Когда собаки успокоились, старик принял прежнюю позу и сказал покойным голосом:
– А в Ковылях, на самый вознесенев день, Ефим Жменя помер. Не к ночи будь сказано, грех таких людей сгадывать, поганый старик был. Небось слыхал.
– Нет, не слыхал.
– Ефим Жменя, кузнеца Степки дядя. Вся округа его знает. У, да и проклятый же старик! Я его годов шестьдесят знаю, с той поры, как царя Александра, что француза гнал, из Таганрога на подводах в Москву везли. Мы вместе ходили покойника царя встречать, а тогда большой шлях не на Бахмут шел, а с Есауловки на Городище, и там, где теперь Ковыли, дудачьи гнезды были - что ни шаг, то гнездо дудачье. Тогда еще я приметил, что Жменя душу свою сгубил и нечистая сила в нем. Я там замечаю: ежели который человек мужицкого звания все больше молчит, старушечьими делами занимается да норовит в одиночку жить, то тут хорошего мало, а Ефимка,
– Это бывает, - сказал Пантелей.
Молодой пастух повернулся на бок и пристально, подняв свои черные брови, поглядел на старика.
– А ты слыхал, как арбузы свистят?
– спросил он.
– Слыхать не слыхал, бог миловал, - вздохнул старик, - а люди сказывали. Мудреного мало... Захочет нечистая сила, так и в камне свистеть начнет. Перед волей у нас три дня и три ночи скеля гудела. Сам слыхал. А щука хохотала, потому Жменя заместо щуки беса.
Старик что-то вспомнил. Он быстро поднялся на колени и, пожимаясь, как от холода, нервно засовывая руки в рукава, залепетал в нос, бабьей скороговоркой:
– Спаси нас, господи, и помилуй!

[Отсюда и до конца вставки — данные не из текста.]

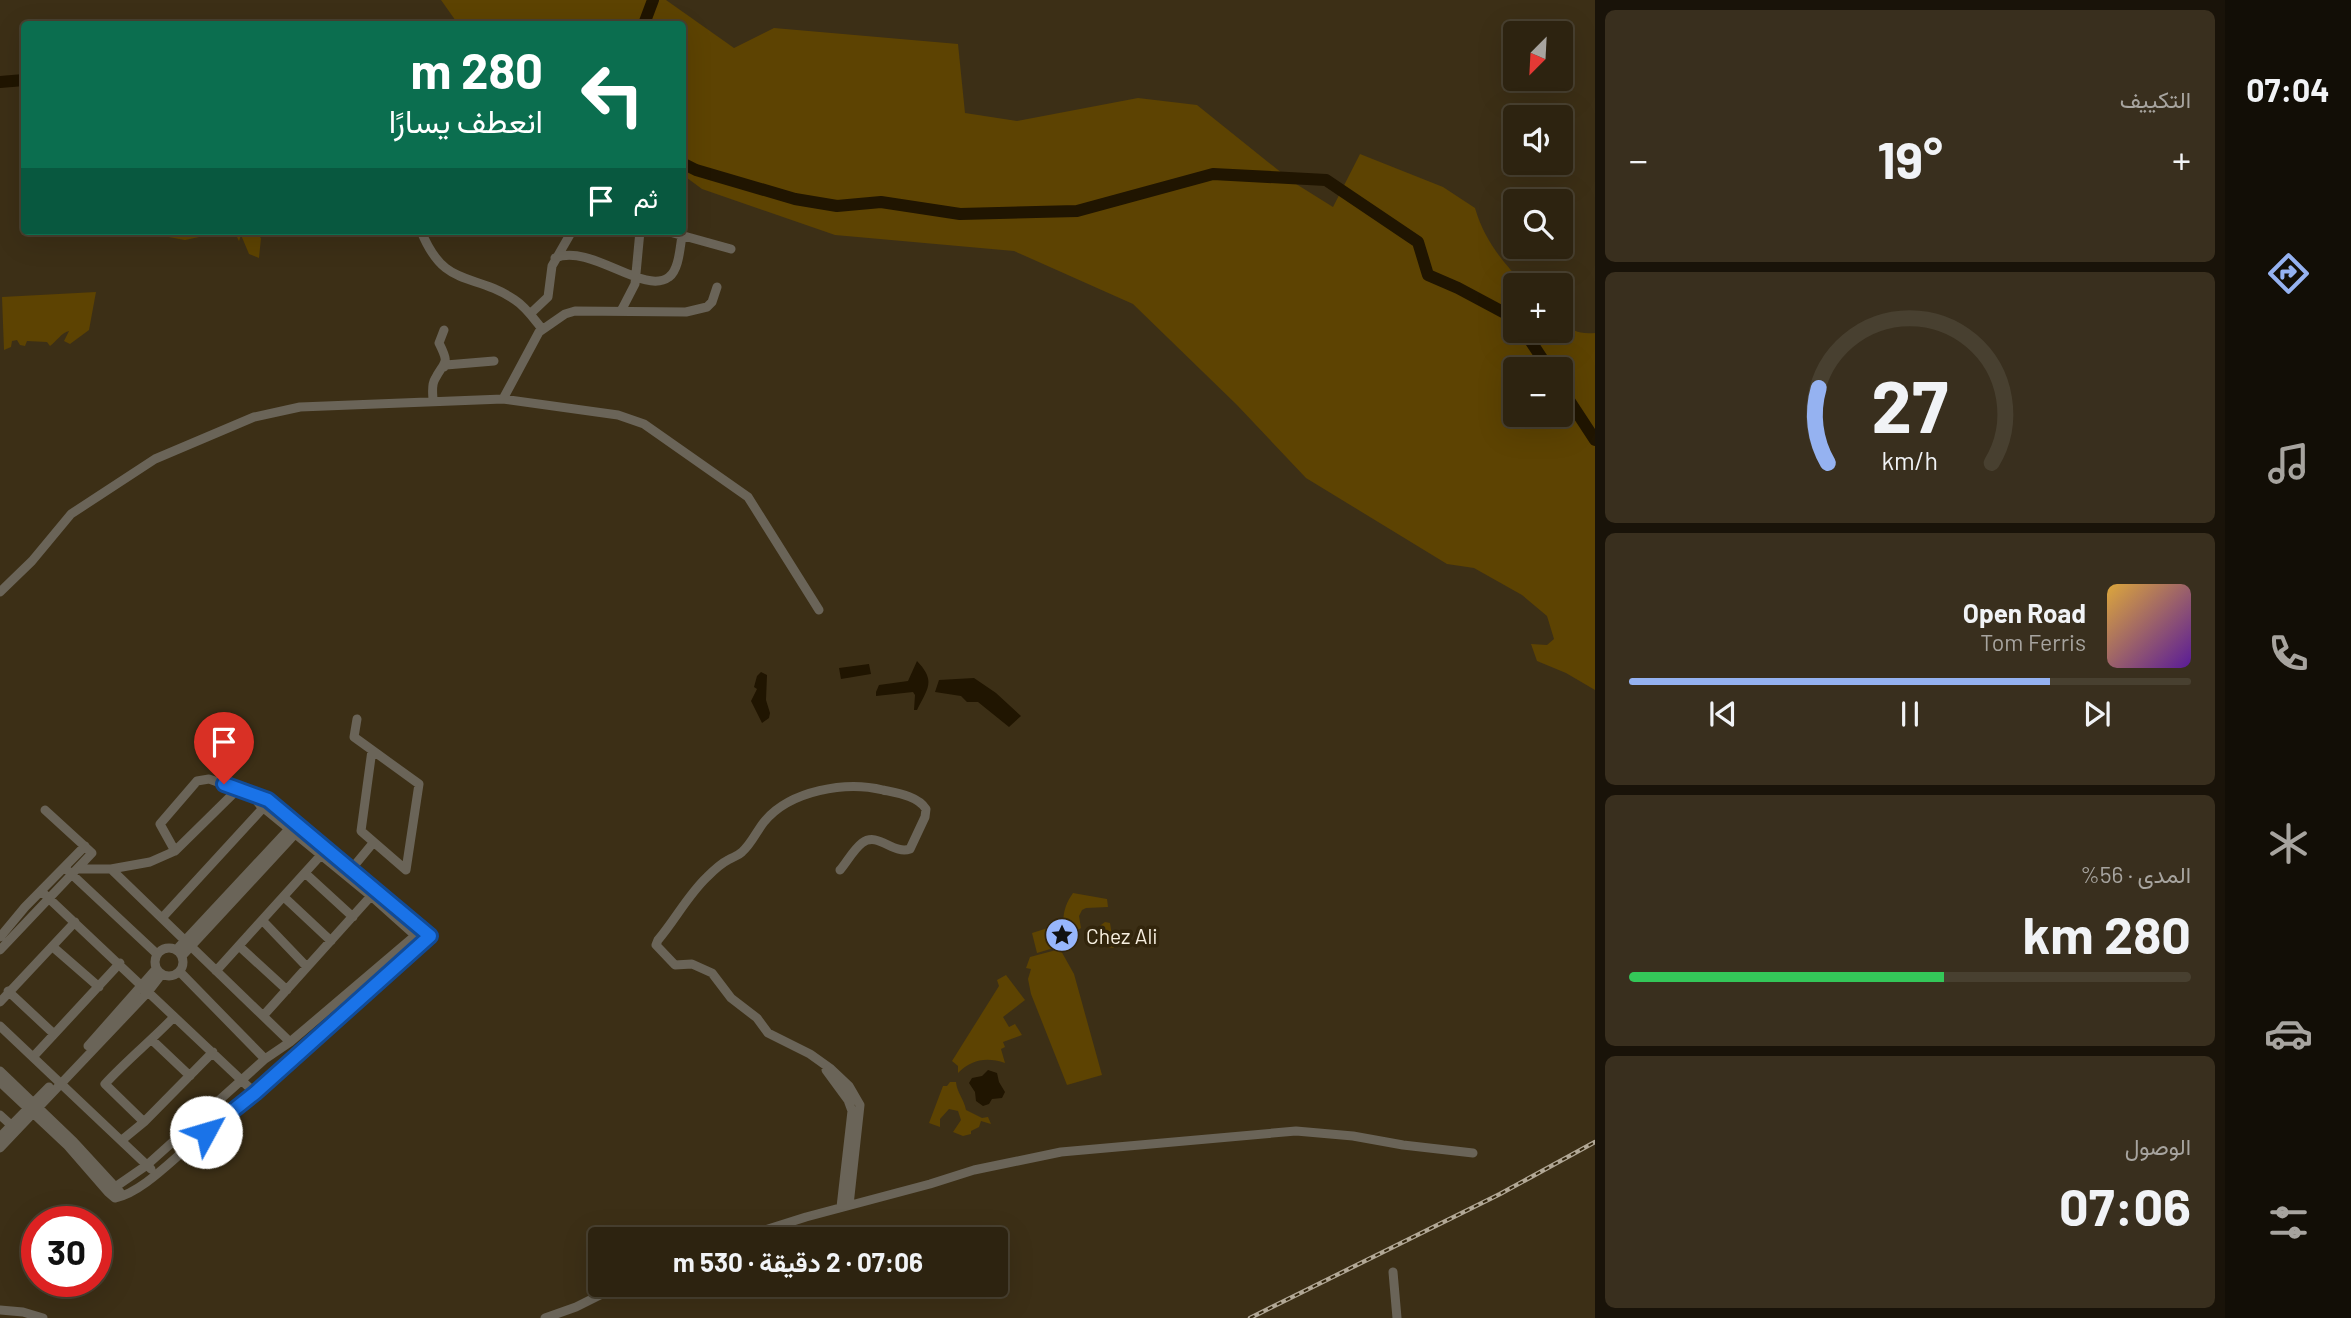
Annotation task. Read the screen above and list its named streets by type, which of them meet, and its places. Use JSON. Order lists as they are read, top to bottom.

Шел я раз бережком в Новопавловку. Гроза собиралась, и такая была буря, что сохрани царица небесная, матушка... Поспешаю я что есть мочи, гляжу, а по дорожке, промеж терновых кустов - терен тогда в цвету был - белый вол идет. Я и думаю: чей это вол? Зачем его сюда занесла нелегкая? Идет он, хвостом машет и му-у-у! Только, это самое, братцы, догоняю его, подхожу близко, глядь!

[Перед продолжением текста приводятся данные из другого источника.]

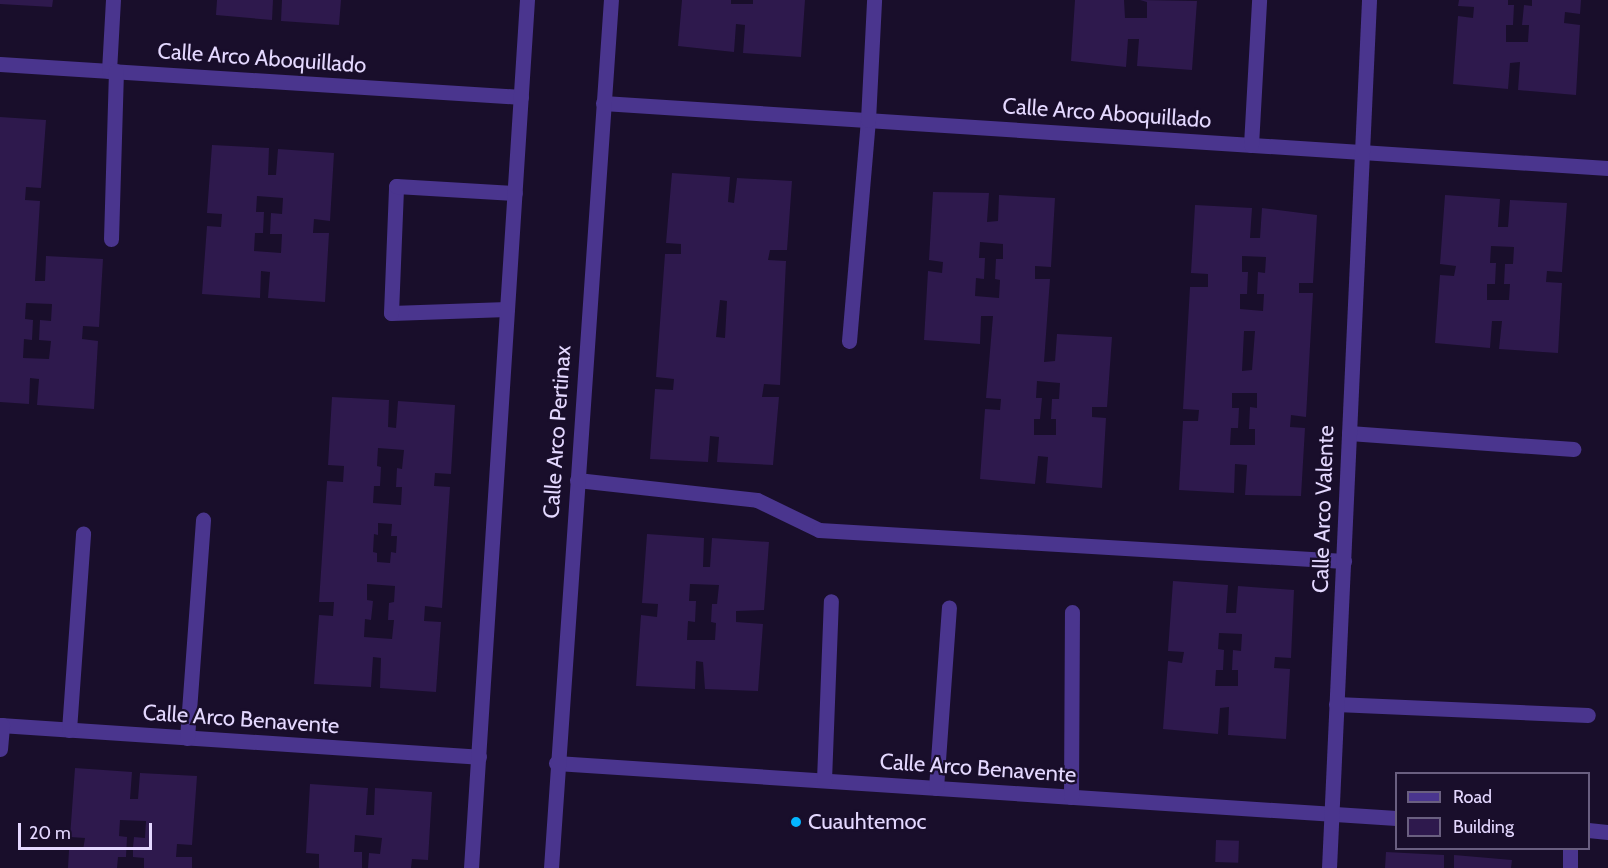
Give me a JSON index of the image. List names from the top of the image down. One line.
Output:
{"streets":{"street":["Calle Arco Aboquillado","Calle Arco Pertinax","Calle Arco Valente","Calle Arco Benavente"]},"crossings":[["Calle Arco Aboquillado","Calle Arco Pertinax"],["Calle Arco Aboquillado","Calle Arco Valente"],["Calle Arco Pertinax","Calle Arco Benavente"],["Calle Arco Valente","Calle Arco Benavente"]],"places":["Cuauhtemoc"],"legend":["Road","Building"],"scale_bar":"20 m"}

– а уж это не вол, а Жменя. Свят, свят, свят! Сотворил я крестное знамение, а он глядит на меня и бормочет, бельмы выпучивши. Испужался я, страсть! Пошли рядом, боюсь я ему слово сказать, - гром гремит, молонья небо полосует, вербы к самой воде гнутся, - вдруг, братцы, накажи меня бог, чтоб мне без покаяния помереть, бежит поперек дорожки заяц... Бежит, остановился и говорит по-человечьи: "Здорово, мужики!" Пошла, проклятая!
– крикнул старик на лохматого пса, который опять пошел обходом вокруг лошади.
– А, чтоб ты издохла!
– Это бывает, - сказал объездчик, все еще опираясь на седло и не шевелясь; сказал он это беззвучным, глухим голосом, каким говорят люди, погруженные в думу.

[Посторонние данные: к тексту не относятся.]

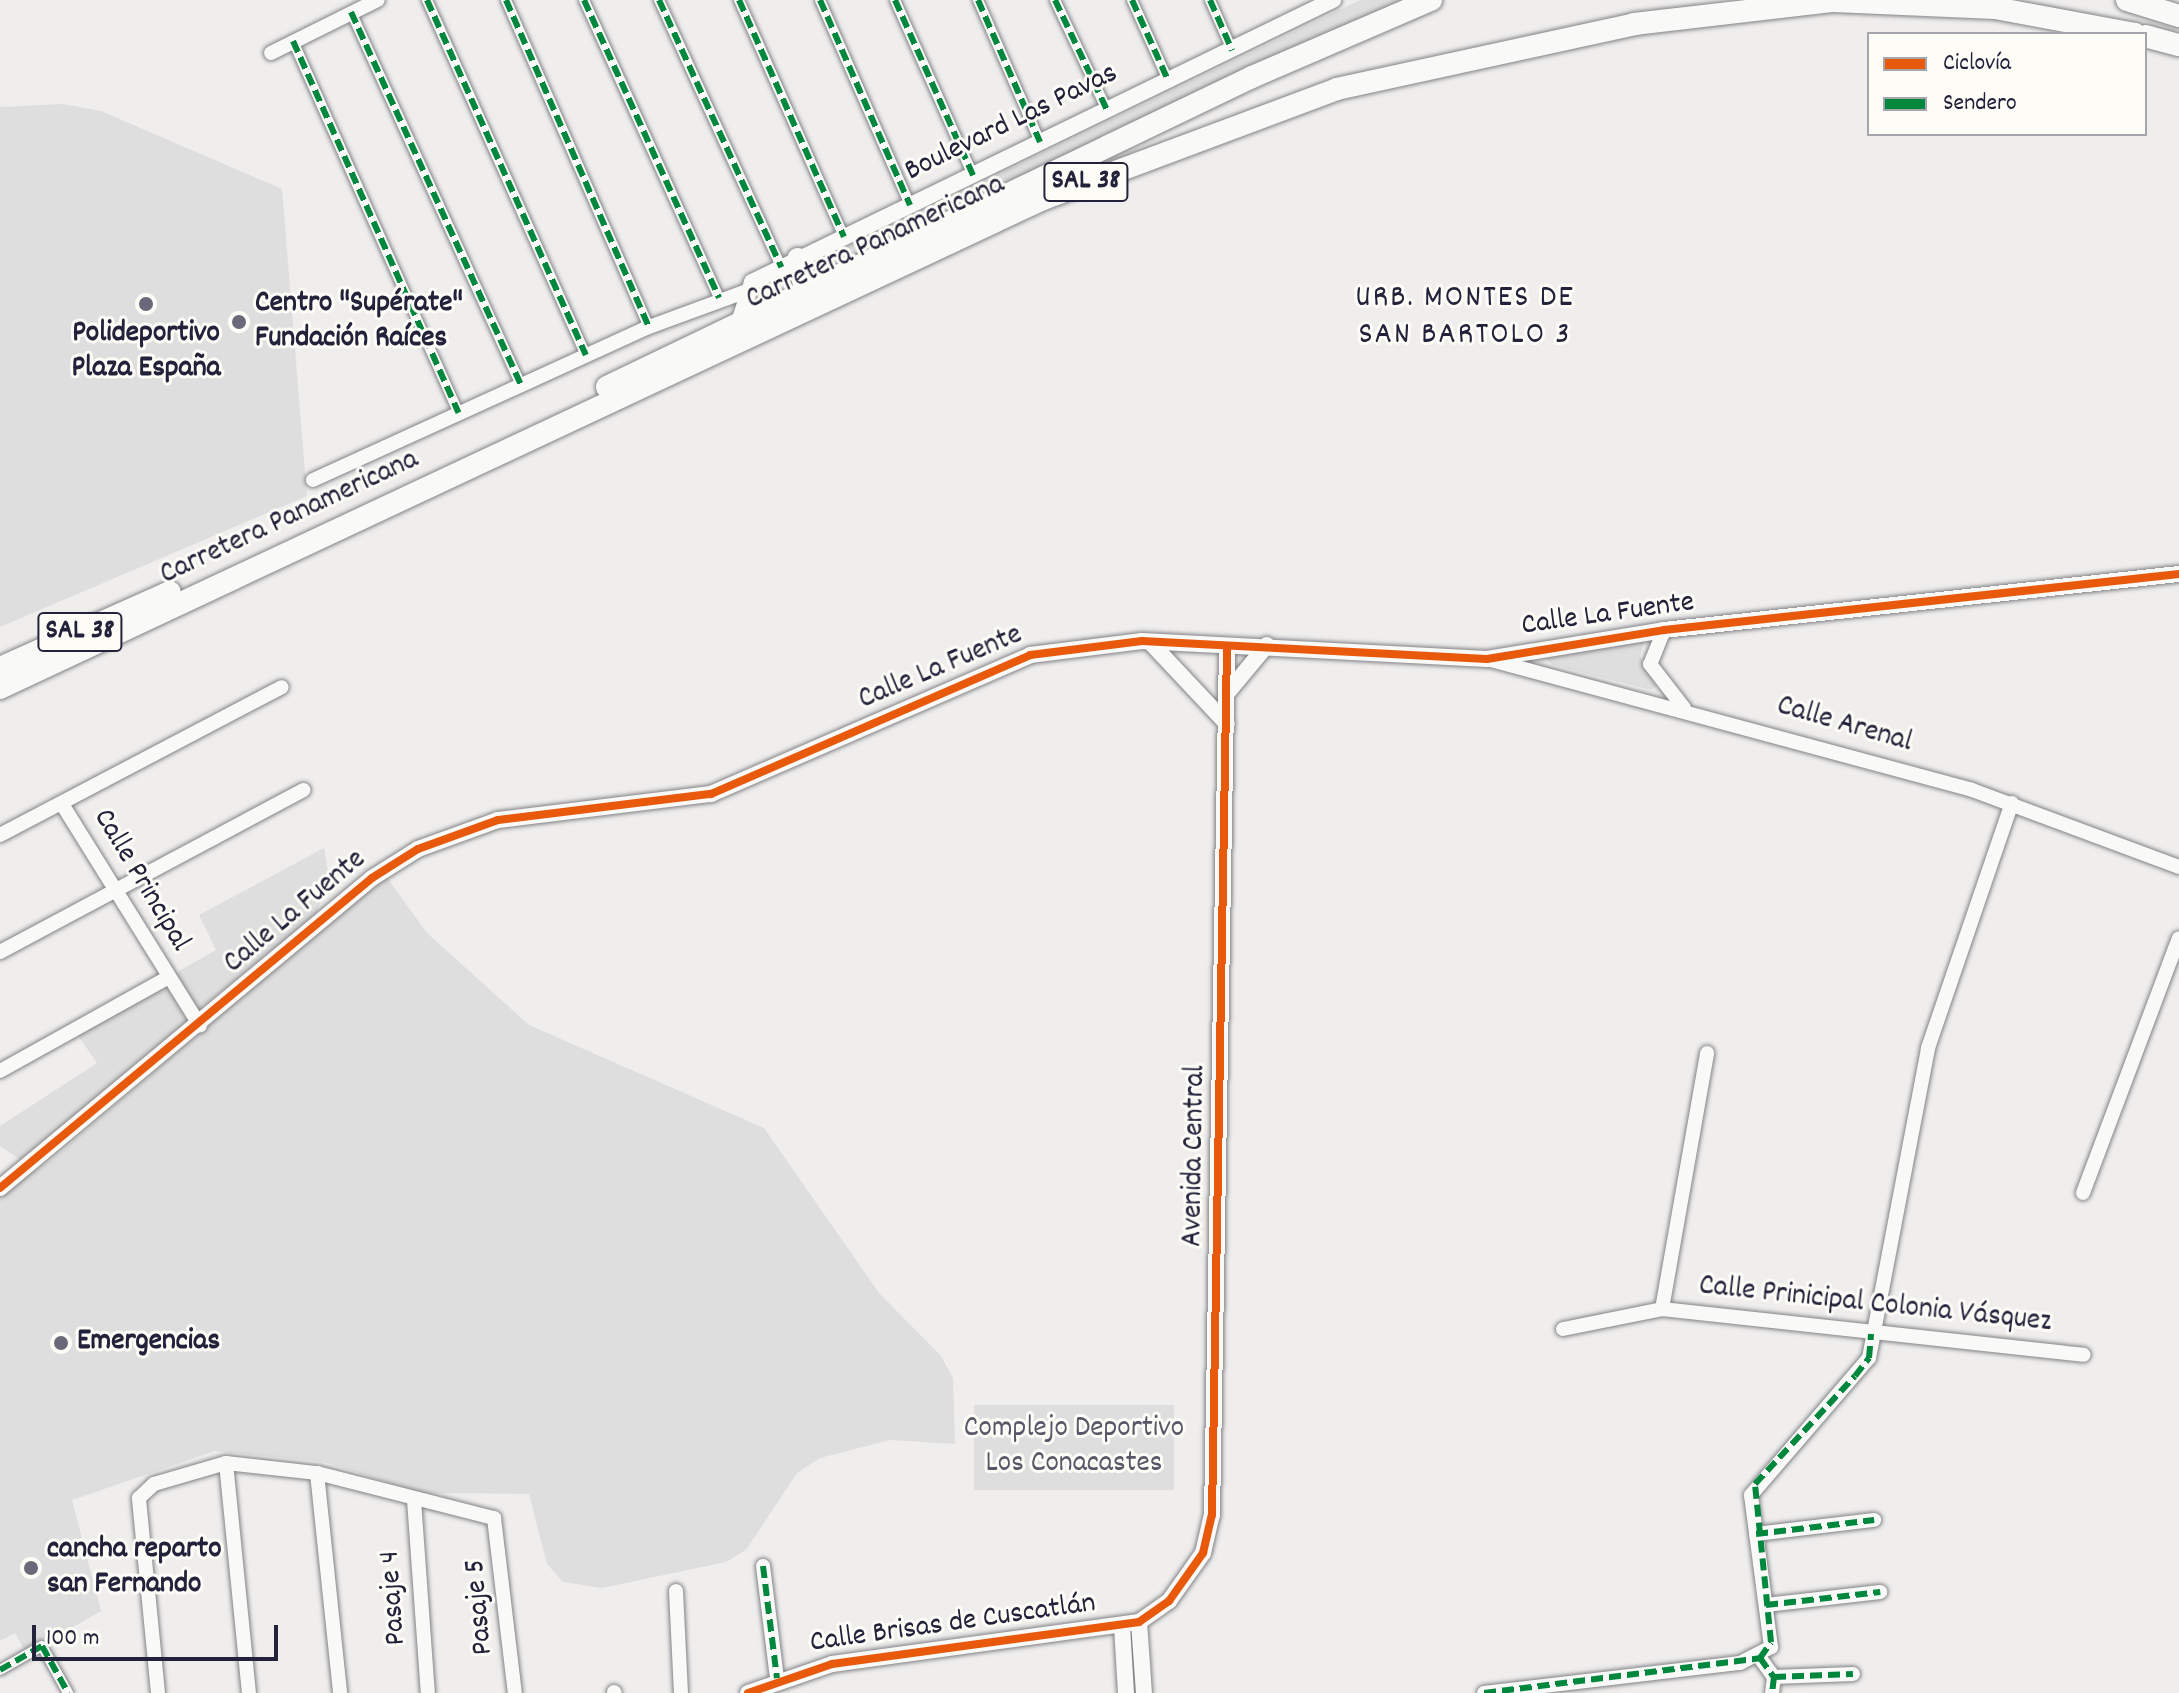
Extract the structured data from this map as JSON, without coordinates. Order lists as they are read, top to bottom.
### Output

– Это бывает, - повторил он глубокомысленно и убежденно.
– У, стервячий был старик!
– продолжал старик уже не так горячо. Лет через пять после воли его миром в конторе посекли, так он, чтобы, значит, злобу свою доказать, взял да и напустил на все Ковыли горловую болезнь. Повымерло тогда народу без счету, видимо-невидимо, словно в холеру...
– А как он болезнь напустил?
– спросил молодой пастух после некоторого молчания.
– Известно, как. Тут ума большого не надо, была бы охота. Жменя людей гадючьим жиром морил. А это такое средство, что не то, что от жиру, даже от духу народ мрет.
– Это верно, - согласился Пантелей.
– Хотели его тогда ребята убить, да старики не дали. Нельзя его было убивать; он знал место, где клады есть. А кроме него, ни одна душа не знала. Клады тут заговоренные, так что найдешь и не увидишь, а он видел. Бывало, идет бережком или лесом, а под кустами и скелями огоньки, огоньки, огоньки... Огоньки такие, как будто словно от серы. Я сам видел. Все так ждали, что Жменя людям места укажет или сам выроет, а он - сказано, сама собака не ест и другим не дает - так и помер: ни сам не вырыл, ни людям не показал.